Work instruction:
Return the records exactly, keeping every line as it is.

Provided information:
# # # # # # #

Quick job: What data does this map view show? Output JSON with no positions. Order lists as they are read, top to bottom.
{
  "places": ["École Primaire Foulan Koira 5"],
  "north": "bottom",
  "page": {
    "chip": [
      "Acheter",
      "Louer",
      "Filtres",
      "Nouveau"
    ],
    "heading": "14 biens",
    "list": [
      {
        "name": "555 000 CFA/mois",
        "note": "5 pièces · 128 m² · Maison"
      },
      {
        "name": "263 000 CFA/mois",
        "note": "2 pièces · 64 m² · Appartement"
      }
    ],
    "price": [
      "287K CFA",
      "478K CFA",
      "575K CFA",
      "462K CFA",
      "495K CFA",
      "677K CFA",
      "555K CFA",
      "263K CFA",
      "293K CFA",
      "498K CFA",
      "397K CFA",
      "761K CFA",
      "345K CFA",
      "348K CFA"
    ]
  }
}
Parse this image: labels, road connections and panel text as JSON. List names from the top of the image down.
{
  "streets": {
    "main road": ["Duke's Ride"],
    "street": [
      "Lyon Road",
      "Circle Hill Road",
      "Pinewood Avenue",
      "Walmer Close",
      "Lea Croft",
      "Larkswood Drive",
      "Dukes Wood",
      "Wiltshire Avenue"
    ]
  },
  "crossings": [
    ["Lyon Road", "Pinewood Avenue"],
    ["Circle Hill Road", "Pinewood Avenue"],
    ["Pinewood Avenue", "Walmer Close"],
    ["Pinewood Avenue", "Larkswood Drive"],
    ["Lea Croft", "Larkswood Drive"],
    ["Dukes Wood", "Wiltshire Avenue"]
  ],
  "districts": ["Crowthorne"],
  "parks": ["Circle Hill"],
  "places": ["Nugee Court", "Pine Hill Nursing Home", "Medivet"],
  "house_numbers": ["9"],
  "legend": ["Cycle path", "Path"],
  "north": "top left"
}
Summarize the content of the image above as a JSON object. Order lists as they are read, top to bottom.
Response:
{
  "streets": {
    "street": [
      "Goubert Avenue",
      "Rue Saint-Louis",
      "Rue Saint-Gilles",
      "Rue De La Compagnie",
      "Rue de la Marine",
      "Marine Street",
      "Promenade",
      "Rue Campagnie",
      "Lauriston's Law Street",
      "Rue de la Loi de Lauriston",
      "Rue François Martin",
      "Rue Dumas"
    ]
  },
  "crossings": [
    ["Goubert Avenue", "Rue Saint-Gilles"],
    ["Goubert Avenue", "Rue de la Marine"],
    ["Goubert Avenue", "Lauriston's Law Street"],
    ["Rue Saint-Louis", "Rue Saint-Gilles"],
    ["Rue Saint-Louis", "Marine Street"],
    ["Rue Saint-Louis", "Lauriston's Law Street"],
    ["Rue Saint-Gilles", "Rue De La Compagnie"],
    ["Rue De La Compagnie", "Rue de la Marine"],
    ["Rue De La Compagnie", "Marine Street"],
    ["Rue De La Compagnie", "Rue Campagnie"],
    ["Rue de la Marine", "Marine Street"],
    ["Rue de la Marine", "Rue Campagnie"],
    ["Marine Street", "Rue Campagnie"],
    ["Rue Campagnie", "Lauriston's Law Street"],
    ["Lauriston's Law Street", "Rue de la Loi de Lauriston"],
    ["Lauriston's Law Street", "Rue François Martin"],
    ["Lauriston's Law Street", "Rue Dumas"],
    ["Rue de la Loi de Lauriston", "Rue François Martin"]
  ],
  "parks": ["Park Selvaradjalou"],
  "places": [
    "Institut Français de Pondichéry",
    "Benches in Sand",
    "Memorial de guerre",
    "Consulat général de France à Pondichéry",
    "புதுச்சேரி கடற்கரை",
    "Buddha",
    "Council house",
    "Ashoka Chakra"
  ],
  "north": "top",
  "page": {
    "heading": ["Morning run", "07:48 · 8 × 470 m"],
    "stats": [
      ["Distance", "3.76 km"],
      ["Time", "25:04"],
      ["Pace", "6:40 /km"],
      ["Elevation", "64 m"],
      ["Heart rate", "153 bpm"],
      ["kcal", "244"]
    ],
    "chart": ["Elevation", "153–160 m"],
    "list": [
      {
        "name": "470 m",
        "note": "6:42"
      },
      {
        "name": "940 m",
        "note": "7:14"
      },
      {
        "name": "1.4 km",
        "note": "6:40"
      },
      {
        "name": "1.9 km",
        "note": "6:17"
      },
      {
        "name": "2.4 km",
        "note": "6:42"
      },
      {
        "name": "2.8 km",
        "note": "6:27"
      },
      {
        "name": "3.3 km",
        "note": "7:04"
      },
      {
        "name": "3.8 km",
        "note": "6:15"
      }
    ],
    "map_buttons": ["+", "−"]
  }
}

# # # # # # #

Written solution:
Quick job: What data does this map view show? Output JSON with no positions. Order lists as they are read, top to bottom.
{
  "places": ["École Primaire Foulan Koira 5"],
  "north": "bottom",
  "page": {
    "chip": [
      "Acheter",
      "Louer",
      "Filtres",
      "Nouveau"
    ],
    "heading": "14 biens",
    "list": [
      {
        "name": "555 000 CFA/mois",
        "note": "5 pièces · 128 m² · Maison"
      },
      {
        "name": "263 000 CFA/mois",
        "note": "2 pièces · 64 m² · Appartement"
      }
    ],
    "price": [
      "287K CFA",
      "478K CFA",
      "575K CFA",
      "462K CFA",
      "495K CFA",
      "677K CFA",
      "555K CFA",
      "263K CFA",
      "293K CFA",
      "498K CFA",
      "397K CFA",
      "761K CFA",
      "345K CFA",
      "348K CFA"
    ]
  }
}
Parse this image: labels, road connections and panel text as JSON. List names from the top of the image down.
{
  "streets": {
    "main road": ["Duke's Ride"],
    "street": [
      "Lyon Road",
      "Circle Hill Road",
      "Pinewood Avenue",
      "Walmer Close",
      "Lea Croft",
      "Larkswood Drive",
      "Dukes Wood",
      "Wiltshire Avenue"
    ]
  },
  "crossings": [
    ["Lyon Road", "Pinewood Avenue"],
    ["Circle Hill Road", "Pinewood Avenue"],
    ["Pinewood Avenue", "Walmer Close"],
    ["Pinewood Avenue", "Larkswood Drive"],
    ["Lea Croft", "Larkswood Drive"],
    ["Dukes Wood", "Wiltshire Avenue"]
  ],
  "districts": ["Crowthorne"],
  "parks": ["Circle Hill"],
  "places": ["Nugee Court", "Pine Hill Nursing Home", "Medivet"],
  "house_numbers": ["9"],
  "legend": ["Cycle path", "Path"],
  "north": "top left"
}
Summarize the content of the image above as a JSON object. Order lists as they are read, top to bottom.
Response:
{
  "streets": {
    "street": [
      "Goubert Avenue",
      "Rue Saint-Louis",
      "Rue Saint-Gilles",
      "Rue De La Compagnie",
      "Rue de la Marine",
      "Marine Street",
      "Promenade",
      "Rue Campagnie",
      "Lauriston's Law Street",
      "Rue de la Loi de Lauriston",
      "Rue François Martin",
      "Rue Dumas"
    ]
  },
  "crossings": [
    ["Goubert Avenue", "Rue Saint-Gilles"],
    ["Goubert Avenue", "Rue de la Marine"],
    ["Goubert Avenue", "Lauriston's Law Street"],
    ["Rue Saint-Louis", "Rue Saint-Gilles"],
    ["Rue Saint-Louis", "Marine Street"],
    ["Rue Saint-Louis", "Lauriston's Law Street"],
    ["Rue Saint-Gilles", "Rue De La Compagnie"],
    ["Rue De La Compagnie", "Rue de la Marine"],
    ["Rue De La Compagnie", "Marine Street"],
    ["Rue De La Compagnie", "Rue Campagnie"],
    ["Rue de la Marine", "Marine Street"],
    ["Rue de la Marine", "Rue Campagnie"],
    ["Marine Street", "Rue Campagnie"],
    ["Rue Campagnie", "Lauriston's Law Street"],
    ["Lauriston's Law Street", "Rue de la Loi de Lauriston"],
    ["Lauriston's Law Street", "Rue François Martin"],
    ["Lauriston's Law Street", "Rue Dumas"],
    ["Rue de la Loi de Lauriston", "Rue François Martin"]
  ],
  "parks": ["Park Selvaradjalou"],
  "places": [
    "Institut Français de Pondichéry",
    "Benches in Sand",
    "Memorial de guerre",
    "Consulat général de France à Pondichéry",
    "புதுச்சேரி கடற்கரை",
    "Buddha",
    "Council house",
    "Ashoka Chakra"
  ],
  "north": "top",
  "page": {
    "heading": ["Morning run", "07:48 · 8 × 470 m"],
    "stats": [
      ["Distance", "3.76 km"],
      ["Time", "25:04"],
      ["Pace", "6:40 /km"],
      ["Elevation", "64 m"],
      ["Heart rate", "153 bpm"],
      ["kcal", "244"]
    ],
    "chart": ["Elevation", "153–160 m"],
    "list": [
      {
        "name": "470 m",
        "note": "6:42"
      },
      {
        "name": "940 m",
        "note": "7:14"
      },
      {
        "name": "1.4 km",
        "note": "6:40"
      },
      {
        "name": "1.9 km",
        "note": "6:17"
      },
      {
        "name": "2.4 km",
        "note": "6:42"
      },
      {
        "name": "2.8 km",
        "note": "6:27"
      },
      {
        "name": "3.3 km",
        "note": "7:04"
      },
      {
        "name": "3.8 km",
        "note": "6:15"
      }
    ],
    "map_buttons": ["+", "−"]
  }
}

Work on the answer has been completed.